When there are a lot of parameters it is easy to get confused about the correct order. Instead we can refer to parameters by name, and even assign them a default value just in case one was not provided by the calling program. Now the parameters can be specified in any order, and can be omitted.

>>> def repeat(msg='<empty>', num=1):

... return msg * num

>>> repeat(num=3)

'<empty><empty><empty>'

>>> repeat(msg='Alice')

'Alice'

>>> repeat(num=5, msg='Alice')

'AliceAliceAliceAliceAlice'

These are called keyword arguments（关键字参数）. If we mix these two kinds of parameters, then we must ensure that the unnamed parameters precede the named ones. It has to be this way, since unnamed parameters are defined by position. We can define a function that takes an arbitrary number of unnamed and named parameters, and access them via an in-place list of arguments *args and an "in-place dictionary" of keyword arguments **kwargs. (Dictionaries will be presented in Section 5.3.)

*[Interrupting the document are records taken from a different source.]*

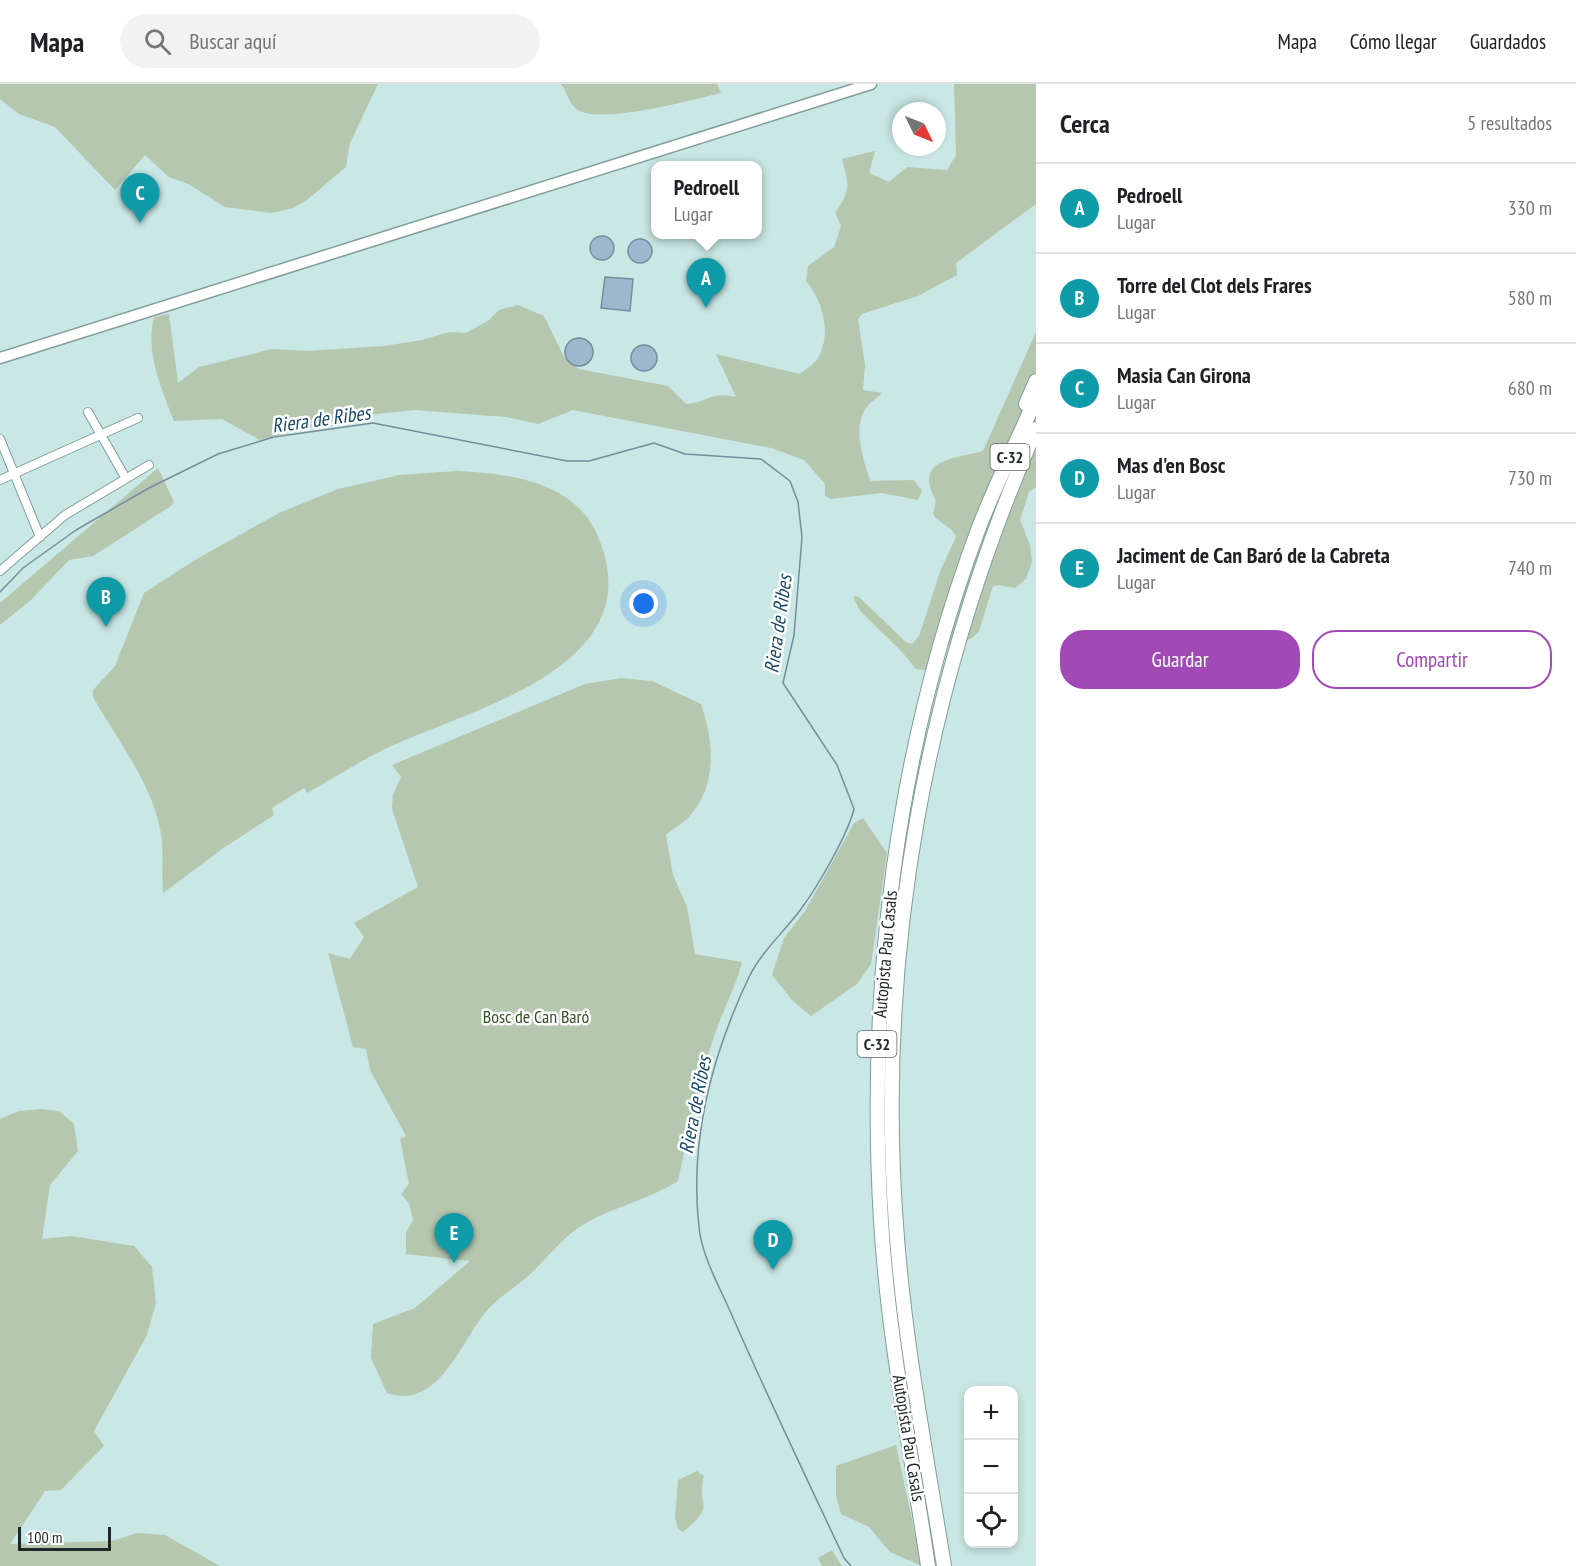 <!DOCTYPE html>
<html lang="es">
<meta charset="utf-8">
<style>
:root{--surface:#fff;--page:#f2f2f2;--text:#202124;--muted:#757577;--line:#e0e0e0;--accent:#a149b5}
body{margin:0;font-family:"PT Sans Narrow",sans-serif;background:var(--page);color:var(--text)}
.controls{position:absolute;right:18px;bottom:18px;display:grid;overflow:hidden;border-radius:12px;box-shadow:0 3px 9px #0003}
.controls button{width:54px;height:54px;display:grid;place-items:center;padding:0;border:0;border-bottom:2px solid var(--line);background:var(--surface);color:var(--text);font:30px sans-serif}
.compass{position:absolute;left:892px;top:18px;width:54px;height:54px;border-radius:50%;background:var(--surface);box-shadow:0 3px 9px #0003;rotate:133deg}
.scale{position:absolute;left:18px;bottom:15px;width:93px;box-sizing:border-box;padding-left:6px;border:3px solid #1d2827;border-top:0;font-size:16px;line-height:21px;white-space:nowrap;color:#1d2827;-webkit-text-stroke:4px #fff;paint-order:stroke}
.you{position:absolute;left:644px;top:520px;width:21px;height:21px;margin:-15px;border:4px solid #fff;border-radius:50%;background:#1a73e8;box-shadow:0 0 0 9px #1a73e833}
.badge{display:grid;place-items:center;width:39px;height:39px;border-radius:50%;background:var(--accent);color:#fff;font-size:20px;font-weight:700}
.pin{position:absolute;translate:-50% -50px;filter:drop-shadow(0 2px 3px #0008)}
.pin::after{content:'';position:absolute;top:32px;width:21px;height:18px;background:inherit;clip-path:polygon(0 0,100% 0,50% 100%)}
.popup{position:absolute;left:651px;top:77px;width:111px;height:78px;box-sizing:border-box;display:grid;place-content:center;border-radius:12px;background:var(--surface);filter:drop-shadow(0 2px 4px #0005);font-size:20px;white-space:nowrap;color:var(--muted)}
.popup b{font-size:22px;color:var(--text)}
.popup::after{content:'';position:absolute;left:50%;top:100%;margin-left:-12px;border:12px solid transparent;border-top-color:var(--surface)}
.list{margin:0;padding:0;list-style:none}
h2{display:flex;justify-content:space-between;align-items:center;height:78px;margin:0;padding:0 24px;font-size:26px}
h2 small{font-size:20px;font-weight:400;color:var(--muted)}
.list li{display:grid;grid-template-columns:39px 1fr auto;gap:18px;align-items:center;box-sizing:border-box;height:90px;padding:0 24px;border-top:2px solid var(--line)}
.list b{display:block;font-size:22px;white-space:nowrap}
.list p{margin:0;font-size:20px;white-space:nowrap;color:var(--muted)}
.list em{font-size:20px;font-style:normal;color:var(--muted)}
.actions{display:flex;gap:12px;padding:18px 24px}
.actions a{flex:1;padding:14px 0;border:2px solid var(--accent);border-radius:24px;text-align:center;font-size:21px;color:var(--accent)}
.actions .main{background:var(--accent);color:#fff}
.icon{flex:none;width:33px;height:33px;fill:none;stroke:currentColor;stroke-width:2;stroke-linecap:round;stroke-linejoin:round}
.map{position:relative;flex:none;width:1036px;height:1482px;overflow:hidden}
header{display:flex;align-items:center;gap:36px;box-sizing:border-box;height:84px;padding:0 30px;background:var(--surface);border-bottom:2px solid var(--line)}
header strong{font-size:28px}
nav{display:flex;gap:33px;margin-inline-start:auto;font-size:21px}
.search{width:420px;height:54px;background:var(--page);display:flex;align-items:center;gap:15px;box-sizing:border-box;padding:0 21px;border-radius:33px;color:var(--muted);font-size:22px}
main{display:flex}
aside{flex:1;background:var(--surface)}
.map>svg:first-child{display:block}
.green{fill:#b5c7ae}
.water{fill:#9bb8ce;stroke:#758d9c;stroke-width:1.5}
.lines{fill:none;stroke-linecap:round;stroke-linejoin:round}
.stream{stroke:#758d9c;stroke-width:1.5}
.street-casing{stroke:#809d9a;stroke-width:10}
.secondary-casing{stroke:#809d9a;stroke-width:13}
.highway-casing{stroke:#809d9a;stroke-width:16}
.street{stroke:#fff;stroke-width:8}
.secondary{stroke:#fff;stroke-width:10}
.highway{stroke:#fff;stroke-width:14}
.labels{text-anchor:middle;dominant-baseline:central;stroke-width:5;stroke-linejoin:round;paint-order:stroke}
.shield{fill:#fff;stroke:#616868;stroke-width:1.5}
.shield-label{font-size:16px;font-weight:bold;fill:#1d2827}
.street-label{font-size:18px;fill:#1d2827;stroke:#fff}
.park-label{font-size:18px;fill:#345228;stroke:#fff}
.water-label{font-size:20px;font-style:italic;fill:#184969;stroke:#fff}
</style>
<header>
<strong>Mapa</strong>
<div class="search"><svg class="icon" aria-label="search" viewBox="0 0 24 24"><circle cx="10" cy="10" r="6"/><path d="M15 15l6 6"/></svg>Buscar aquí</div>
<nav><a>Mapa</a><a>Cómo llegar</a><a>Guardados</a></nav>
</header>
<main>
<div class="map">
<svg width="1036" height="1482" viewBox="0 0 1036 1482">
<rect width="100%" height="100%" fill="#c9e7e4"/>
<!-- green -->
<g class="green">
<path d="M0,0H378L350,59L346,83L307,116L293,124L272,129L225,123L188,100L169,93L145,71L115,106L55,43L19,30L0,15Z"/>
<path d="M561,0H717L721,9C694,15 595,43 575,24C569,18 566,7 561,0Z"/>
<path d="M954,0H1036V120L956,179L957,191L918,212L862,230L858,235L865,281L863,306L882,309C877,314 869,319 865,326C853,343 863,379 871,397L914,396L922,407L918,416L882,409L830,415L825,411V400L804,376L771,364L573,326L538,340L506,333L414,326L348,333L260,356L222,335L174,337C161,304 145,268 154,233L169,230L178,299L199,283L272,265L307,267L384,262L422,256L449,248L466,249L489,236L499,226L518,221L544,232L564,273L579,285L668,302L686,320C710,318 709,307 736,313L716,270L800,290C806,285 814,280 818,274C832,250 823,217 806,197L808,182L834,163L841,142L835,129C851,107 849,100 842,75L875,67L869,89L889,98L907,83L947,86L956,71Z"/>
<path d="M1036,248V403L1029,408L1020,436L1030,461L1032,478L1026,495L1015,504L999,501L993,502L979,547L972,554L945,563L925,586L916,585L902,568L860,527L853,512L859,513L906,558L912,560L919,552L941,485L956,453C952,442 939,440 933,430L936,417C913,376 952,375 983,367Z"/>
<path d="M158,384L174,418L171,422L93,472L69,476L31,516L0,541V519Z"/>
<path d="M457,387C506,389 572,397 596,448C655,576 489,620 403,657C370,670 338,692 307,709L304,704L272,724L274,731L222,765L163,809C161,786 165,763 159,740C148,694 116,654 93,613V606L115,582L144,509L195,476L279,429L338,405L399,391Z"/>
<path d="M621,594L652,597L701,620C714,659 718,701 688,734C682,740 673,745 666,751L673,791L687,823L695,870L742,878C736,902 724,924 716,947C698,996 689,1047 678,1097C647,1117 604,1125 575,1146C557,1160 543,1179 526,1194C514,1204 501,1212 490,1223C462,1253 440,1328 387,1309L371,1274L373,1240L415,1224L470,1177L406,1170V1149L413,1136L409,1119L401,1110L409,1100L400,1055L406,1052L370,986L366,965L353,963L328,869L350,875L364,853L354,839L418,803L392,725L393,711L401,693L392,681L585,600Z"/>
<path d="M863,734L887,769L871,880L857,900L811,932L793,917L772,891L784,854L805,827L854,739Z"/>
<path d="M41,1025L59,1027L74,1040L78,1067L50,1101L42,1155L71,1152L134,1162L152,1183L156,1219L147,1251L94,1347L104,1362L61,1406L45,1407L10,1460L112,1457L137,1449L165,1451L220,1482H0V1035L19,1027Z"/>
<path d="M896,1361L922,1482L890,1468L869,1443L841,1430L836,1412V1382Z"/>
<path d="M697,1387L704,1392C695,1425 719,1418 683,1448L678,1445L675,1434L678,1396Z"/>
<path d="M832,1466L842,1482H822L818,1474Z"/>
</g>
<!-- water -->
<g class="water">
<circle cx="602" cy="164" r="12"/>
<circle cx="640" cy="167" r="12"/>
<path d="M605,193L633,195L630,227L601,224Z"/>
<circle cx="579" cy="268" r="14"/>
<circle cx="644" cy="274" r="13"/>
</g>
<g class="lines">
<!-- stream -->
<path class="stream" d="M0,508L23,484L76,446L149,404L218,370L274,353L373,339L567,377H589L654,359L685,370L761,375L790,397L798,418L802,453L794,551L783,599L837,681L854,725C847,752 818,802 801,825C785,847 761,868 749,893C712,971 689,1056 699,1143C702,1174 722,1207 734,1236C769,1316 807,1395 844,1474L851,1482"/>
<defs>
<g id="street">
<path d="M88,328L125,393"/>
<path d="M0,355L40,453"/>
<path d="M0,396L138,334"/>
<path d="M0,487L65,431L149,381"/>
</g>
<path id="secondary" d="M0,274L871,0"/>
<g id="highway">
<path d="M1026,320L1036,297"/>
<path d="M928,1482C911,1367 888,1253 881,1137C867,903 896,666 978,446C995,401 1017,358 1036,314"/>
<path d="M944,1482C926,1369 904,1256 896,1141C876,869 926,595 1036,345"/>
</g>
</defs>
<!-- street casing -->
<use href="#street" class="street-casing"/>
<!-- secondary casing -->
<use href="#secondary" class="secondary-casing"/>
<!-- highway casing -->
<use href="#highway" class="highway-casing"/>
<!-- street -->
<use href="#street" class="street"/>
<!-- secondary -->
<use href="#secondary" class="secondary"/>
<!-- highway -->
<use href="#highway" class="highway"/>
</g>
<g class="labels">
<!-- shield labels -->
<g class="shield">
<rect x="990.5" y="360" width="39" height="26" rx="4.5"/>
<rect x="857.5" y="947" width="39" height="26" rx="4.5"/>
</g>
<g class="shield-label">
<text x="1010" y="373">C-32</text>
<text x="877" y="960">C-32</text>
</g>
<!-- street labels -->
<g class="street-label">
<text transform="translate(885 870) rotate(-85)">Autopista Pau Casals</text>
<text transform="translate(909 1354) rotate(81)">Autopista Pau Casals</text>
</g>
<!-- park labels -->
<g class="park-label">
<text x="536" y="932">Bosc de Can Baró</text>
</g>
<!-- water labels -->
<g class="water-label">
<text transform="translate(321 335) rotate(-8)">Riera de Ribes</text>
<text transform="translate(778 540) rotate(-82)">Riera de Ribes</text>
<text transform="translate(695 1021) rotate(-79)">Riera de Ribes</text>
</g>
</g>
</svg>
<div class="controls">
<button>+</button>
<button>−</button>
<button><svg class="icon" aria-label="locate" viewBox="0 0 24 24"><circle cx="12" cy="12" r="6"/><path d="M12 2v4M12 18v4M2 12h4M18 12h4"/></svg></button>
</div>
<svg class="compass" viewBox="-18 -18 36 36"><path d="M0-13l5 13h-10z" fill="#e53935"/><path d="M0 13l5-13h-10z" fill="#757577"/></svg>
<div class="scale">100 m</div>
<div class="you"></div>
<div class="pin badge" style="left:706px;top:224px;background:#0f9aa8">A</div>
<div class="popup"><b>Pedroell</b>Lugar</div>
<div class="pin badge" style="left:106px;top:543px;background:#0f9aa8">B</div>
<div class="pin badge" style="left:140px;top:139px;background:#0f9aa8">C</div>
<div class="pin badge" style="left:773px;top:1186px;background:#0f9aa8">D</div>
<div class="pin badge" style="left:454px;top:1179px;background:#0f9aa8">E</div>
</div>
<aside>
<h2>Cerca<small>5 resultados</small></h2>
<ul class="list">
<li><span class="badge" style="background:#0f9aa8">A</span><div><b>Pedroell</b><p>Lugar</p></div><em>330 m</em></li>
<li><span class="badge" style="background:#0f9aa8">B</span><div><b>Torre del Clot dels Frares</b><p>Lugar</p></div><em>580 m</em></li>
<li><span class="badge" style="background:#0f9aa8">C</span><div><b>Masia Can Girona</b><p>Lugar</p></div><em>680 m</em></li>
<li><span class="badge" style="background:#0f9aa8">D</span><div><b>Mas d'en Bosc</b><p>Lugar</p></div><em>730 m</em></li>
<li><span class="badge" style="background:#0f9aa8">E</span><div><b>Jaciment de Can Baró de la Cabreta</b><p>Lugar</p></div><em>740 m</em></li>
</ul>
<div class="actions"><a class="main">Guardar</a><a>Compartir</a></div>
</aside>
</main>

>>> def generic(*args, **kwargs):

... print args

... print kwargs

...

>>> generic(1, "African swallow", monty="python")

(1, 'African swallow')

{'monty': 'python'}

When *args appears as a function parameter, it actually corresponds to all the unnamed parameters of the function. Here's another illustration of this aspect of Python syntax, for the zip() function which operates on a variable number of arguments. We'll use the variable name *song to demonstrate that there's nothing special about the name *args.

>>> song = [['four', 'calling', 'birds'],

... ['three', 'French', 'hens'],

... ['two', 'turtle', 'doves']]

>>> zip(song[0], song[1], song[2])

[('four', 'three', 'two'), ('calling', 'French', 'turtle'), ('birds', 'hens', 'doves')]

>>> zip(*song)

[('four', 'three', 'two'), ('calling', 'French', 'turtle'), ('birds', 'hens', 'doves')]

It should be clear from the above example that typing *song is just a convenient shorthand, and equivalent to typing out song[0], song[1], song[2].

Here's another example of the use of keyword arguments in a function definition, along with three equivalent ways to call the function:

>>> def freq_words(file, min=1, num=10):

... text = open(file).read()

... tokens = nltk.word_tokenize(text)

... freqdist = nltk.FreqDist(t for t in tokens if len(t) >= min)

... return freqdist.keys()[:num]

>>> fw = freq_words('ch01.rst', 4, 10)

>>> fw = freq_words('ch01.rst', min=4, num=10)

>>> fw = freq_words('ch01.rst', num=10, min=4)

A side-effect of having named arguments is that they permit optionality. Thus we can leave out any arguments where we are happy with the default value:freq_words('ch01.rst', min=4), freq_words('ch01.rst', 4). Another common use of optional arguments is to permit a flag（标记）. Here's a revised version of the same function that reports its progress if a verbose flag is set:

>>> def freq_words(file, min=1, num=10, verbose=False):

... freqdist = FreqDist()

... if verbose: print "Opening", file

... text = open(file).read()

... if verbose: print "Read in %d characters" % len(file)

... for word in nltk.word_tokenize(text):

... if len(word) >= min:

... freqdist.inc(word)

... if verbose and freqdist.N() % 100 == 0: print "."

... if verbose: print

... return freqdist.keys()[:num]

Caution!

Take care not to use a mutable object as the default value of a parameter.（注意不要使用可变对象作为参数的缺省值） A series of calls to the function will use the same object, sometimes with bizarre results as we will see in the discussion of debugging below.